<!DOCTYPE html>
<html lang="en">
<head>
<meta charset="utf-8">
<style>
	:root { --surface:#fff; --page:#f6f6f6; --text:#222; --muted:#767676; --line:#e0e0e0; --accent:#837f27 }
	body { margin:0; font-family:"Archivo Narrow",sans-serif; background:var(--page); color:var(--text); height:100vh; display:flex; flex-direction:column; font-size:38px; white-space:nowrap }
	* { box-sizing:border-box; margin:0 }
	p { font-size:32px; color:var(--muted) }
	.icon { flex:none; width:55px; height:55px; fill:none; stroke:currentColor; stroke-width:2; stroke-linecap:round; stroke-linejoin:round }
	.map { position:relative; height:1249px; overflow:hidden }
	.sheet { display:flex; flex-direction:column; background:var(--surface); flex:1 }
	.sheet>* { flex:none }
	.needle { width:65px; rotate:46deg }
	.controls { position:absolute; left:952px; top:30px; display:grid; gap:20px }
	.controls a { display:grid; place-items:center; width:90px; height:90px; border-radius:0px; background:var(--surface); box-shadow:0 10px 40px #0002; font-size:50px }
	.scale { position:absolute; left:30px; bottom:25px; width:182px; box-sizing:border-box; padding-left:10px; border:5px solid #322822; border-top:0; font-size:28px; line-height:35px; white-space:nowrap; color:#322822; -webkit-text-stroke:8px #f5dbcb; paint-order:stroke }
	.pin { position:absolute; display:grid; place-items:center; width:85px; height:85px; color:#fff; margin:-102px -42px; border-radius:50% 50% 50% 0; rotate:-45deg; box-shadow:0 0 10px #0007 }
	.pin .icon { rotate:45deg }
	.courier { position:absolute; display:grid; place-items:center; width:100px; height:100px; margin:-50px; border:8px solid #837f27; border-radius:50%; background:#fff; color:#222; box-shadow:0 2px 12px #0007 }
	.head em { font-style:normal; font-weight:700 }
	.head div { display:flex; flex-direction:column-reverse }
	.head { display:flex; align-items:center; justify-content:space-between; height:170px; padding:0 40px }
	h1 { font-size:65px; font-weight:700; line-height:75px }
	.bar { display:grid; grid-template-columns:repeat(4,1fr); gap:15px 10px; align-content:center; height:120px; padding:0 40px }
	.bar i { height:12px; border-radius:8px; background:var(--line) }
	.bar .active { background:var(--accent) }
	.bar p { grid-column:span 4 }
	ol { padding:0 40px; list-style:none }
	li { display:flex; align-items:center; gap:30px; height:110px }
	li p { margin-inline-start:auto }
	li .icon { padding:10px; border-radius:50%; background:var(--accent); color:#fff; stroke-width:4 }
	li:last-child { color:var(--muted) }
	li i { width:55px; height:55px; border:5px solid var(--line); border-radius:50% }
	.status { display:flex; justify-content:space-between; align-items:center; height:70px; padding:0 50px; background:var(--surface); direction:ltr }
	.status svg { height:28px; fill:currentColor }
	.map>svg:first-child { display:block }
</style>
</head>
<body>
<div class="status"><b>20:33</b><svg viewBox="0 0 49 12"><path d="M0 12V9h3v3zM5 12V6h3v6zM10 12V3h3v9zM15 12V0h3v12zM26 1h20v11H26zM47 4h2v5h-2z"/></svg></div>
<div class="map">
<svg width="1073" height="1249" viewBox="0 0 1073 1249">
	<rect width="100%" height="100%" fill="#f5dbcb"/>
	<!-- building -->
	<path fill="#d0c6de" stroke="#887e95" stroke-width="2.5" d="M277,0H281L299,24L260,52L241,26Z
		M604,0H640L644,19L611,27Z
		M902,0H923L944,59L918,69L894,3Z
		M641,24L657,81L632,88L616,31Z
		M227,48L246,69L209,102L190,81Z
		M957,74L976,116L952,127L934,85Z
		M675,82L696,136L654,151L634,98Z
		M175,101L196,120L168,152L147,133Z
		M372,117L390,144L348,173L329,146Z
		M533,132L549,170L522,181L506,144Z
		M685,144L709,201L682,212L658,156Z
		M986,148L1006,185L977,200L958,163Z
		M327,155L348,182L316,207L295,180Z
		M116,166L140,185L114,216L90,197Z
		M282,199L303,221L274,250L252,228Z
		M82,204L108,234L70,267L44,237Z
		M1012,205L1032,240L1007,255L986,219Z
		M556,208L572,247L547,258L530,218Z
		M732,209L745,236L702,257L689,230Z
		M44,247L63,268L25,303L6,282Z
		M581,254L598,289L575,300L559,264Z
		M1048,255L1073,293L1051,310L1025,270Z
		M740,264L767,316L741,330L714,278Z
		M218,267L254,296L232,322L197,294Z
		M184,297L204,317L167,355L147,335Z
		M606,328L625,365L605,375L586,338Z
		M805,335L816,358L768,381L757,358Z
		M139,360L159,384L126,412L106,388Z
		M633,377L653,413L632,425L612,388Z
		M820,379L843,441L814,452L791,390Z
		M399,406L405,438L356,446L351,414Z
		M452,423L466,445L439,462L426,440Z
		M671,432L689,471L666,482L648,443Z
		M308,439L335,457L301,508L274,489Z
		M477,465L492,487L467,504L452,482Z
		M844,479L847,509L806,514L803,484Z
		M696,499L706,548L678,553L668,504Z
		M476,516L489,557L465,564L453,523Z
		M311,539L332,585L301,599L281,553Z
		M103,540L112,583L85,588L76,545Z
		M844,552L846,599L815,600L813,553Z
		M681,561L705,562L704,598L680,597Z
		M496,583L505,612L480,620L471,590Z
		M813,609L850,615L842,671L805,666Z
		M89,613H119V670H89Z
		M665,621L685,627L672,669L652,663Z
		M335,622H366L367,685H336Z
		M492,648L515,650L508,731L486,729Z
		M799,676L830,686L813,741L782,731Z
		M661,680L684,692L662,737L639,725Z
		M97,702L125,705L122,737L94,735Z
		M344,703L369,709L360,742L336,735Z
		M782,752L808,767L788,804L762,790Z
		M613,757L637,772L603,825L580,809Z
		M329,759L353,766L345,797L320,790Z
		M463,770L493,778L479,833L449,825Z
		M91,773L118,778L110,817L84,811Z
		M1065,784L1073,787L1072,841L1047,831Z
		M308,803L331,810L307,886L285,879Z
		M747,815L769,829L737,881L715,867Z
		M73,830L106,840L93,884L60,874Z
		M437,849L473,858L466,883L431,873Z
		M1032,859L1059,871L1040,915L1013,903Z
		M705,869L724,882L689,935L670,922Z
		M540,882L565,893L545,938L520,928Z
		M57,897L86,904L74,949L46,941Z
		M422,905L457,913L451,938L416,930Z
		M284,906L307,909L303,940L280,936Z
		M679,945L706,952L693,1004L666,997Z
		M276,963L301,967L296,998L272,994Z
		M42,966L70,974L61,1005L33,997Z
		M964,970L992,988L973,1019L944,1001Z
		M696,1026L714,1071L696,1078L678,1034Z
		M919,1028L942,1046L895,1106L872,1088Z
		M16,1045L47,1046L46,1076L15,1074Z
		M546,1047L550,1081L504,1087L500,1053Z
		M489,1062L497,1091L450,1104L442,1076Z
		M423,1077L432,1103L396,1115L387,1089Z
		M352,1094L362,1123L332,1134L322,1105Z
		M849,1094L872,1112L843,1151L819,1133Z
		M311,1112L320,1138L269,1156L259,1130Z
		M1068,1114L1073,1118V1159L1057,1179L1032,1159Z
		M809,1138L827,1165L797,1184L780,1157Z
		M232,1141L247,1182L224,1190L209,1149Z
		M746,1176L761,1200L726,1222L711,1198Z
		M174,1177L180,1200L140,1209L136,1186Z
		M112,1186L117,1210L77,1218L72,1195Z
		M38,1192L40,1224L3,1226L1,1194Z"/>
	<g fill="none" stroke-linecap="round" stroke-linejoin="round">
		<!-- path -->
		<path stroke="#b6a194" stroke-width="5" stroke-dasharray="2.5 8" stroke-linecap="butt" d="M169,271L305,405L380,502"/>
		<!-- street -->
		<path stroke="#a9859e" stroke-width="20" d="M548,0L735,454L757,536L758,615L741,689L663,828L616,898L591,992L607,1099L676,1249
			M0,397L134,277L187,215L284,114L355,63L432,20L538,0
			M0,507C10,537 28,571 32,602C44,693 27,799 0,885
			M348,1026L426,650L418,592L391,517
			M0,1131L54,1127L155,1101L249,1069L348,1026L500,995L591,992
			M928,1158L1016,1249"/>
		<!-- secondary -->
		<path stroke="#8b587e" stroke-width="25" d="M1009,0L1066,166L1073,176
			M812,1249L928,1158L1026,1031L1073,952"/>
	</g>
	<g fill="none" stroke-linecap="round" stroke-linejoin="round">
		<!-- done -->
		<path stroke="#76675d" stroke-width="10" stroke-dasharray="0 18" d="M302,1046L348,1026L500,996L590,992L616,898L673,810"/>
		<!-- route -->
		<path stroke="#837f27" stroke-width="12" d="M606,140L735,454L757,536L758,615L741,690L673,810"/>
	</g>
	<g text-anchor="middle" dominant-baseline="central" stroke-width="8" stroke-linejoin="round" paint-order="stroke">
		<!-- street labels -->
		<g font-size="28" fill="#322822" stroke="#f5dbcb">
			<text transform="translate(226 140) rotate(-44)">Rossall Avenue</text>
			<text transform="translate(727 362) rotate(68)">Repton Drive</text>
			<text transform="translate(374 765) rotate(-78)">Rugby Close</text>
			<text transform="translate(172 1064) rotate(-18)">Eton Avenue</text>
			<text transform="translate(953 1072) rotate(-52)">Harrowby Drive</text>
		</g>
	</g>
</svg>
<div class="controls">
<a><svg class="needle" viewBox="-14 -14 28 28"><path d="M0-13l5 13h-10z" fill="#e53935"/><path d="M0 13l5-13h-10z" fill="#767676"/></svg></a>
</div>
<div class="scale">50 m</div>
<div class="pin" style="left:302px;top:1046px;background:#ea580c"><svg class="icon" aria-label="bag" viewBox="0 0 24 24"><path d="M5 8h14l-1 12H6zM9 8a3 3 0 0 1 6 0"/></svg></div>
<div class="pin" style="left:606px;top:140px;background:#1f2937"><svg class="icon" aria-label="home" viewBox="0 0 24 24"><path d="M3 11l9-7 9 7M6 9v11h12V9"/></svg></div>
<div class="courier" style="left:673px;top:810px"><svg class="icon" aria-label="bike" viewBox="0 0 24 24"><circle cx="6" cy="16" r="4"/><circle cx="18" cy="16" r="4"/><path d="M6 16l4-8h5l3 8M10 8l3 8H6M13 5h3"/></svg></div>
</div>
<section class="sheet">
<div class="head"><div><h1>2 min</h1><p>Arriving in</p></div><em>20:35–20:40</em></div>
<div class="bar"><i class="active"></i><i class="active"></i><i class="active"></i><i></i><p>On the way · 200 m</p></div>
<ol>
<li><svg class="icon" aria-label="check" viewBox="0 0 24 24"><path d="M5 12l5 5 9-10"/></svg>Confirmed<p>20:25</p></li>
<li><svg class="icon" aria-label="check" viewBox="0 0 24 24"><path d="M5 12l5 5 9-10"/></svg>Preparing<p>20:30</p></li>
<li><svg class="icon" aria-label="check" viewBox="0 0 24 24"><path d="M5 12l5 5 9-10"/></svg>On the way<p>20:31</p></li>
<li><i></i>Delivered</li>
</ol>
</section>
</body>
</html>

= = = = =

- _Work to be completed_
Within the listing above, the range opens at the line with "M308,803L331,810L307,886L285,879Z" and closes at the line with "M284,906L307,909L303,940L280,936Z". Reproduce exactly the lines of that range, including both ends.

- _Exercise answer_
		M308,803L331,810L307,886L285,879Z
		M747,815L769,829L737,881L715,867Z
		M73,830L106,840L93,884L60,874Z
		M437,849L473,858L466,883L431,873Z
		M1032,859L1059,871L1040,915L1013,903Z
		M705,869L724,882L689,935L670,922Z
		M540,882L565,893L545,938L520,928Z
		M57,897L86,904L74,949L46,941Z
		M422,905L457,913L451,938L416,930Z
		M284,906L307,909L303,940L280,936Z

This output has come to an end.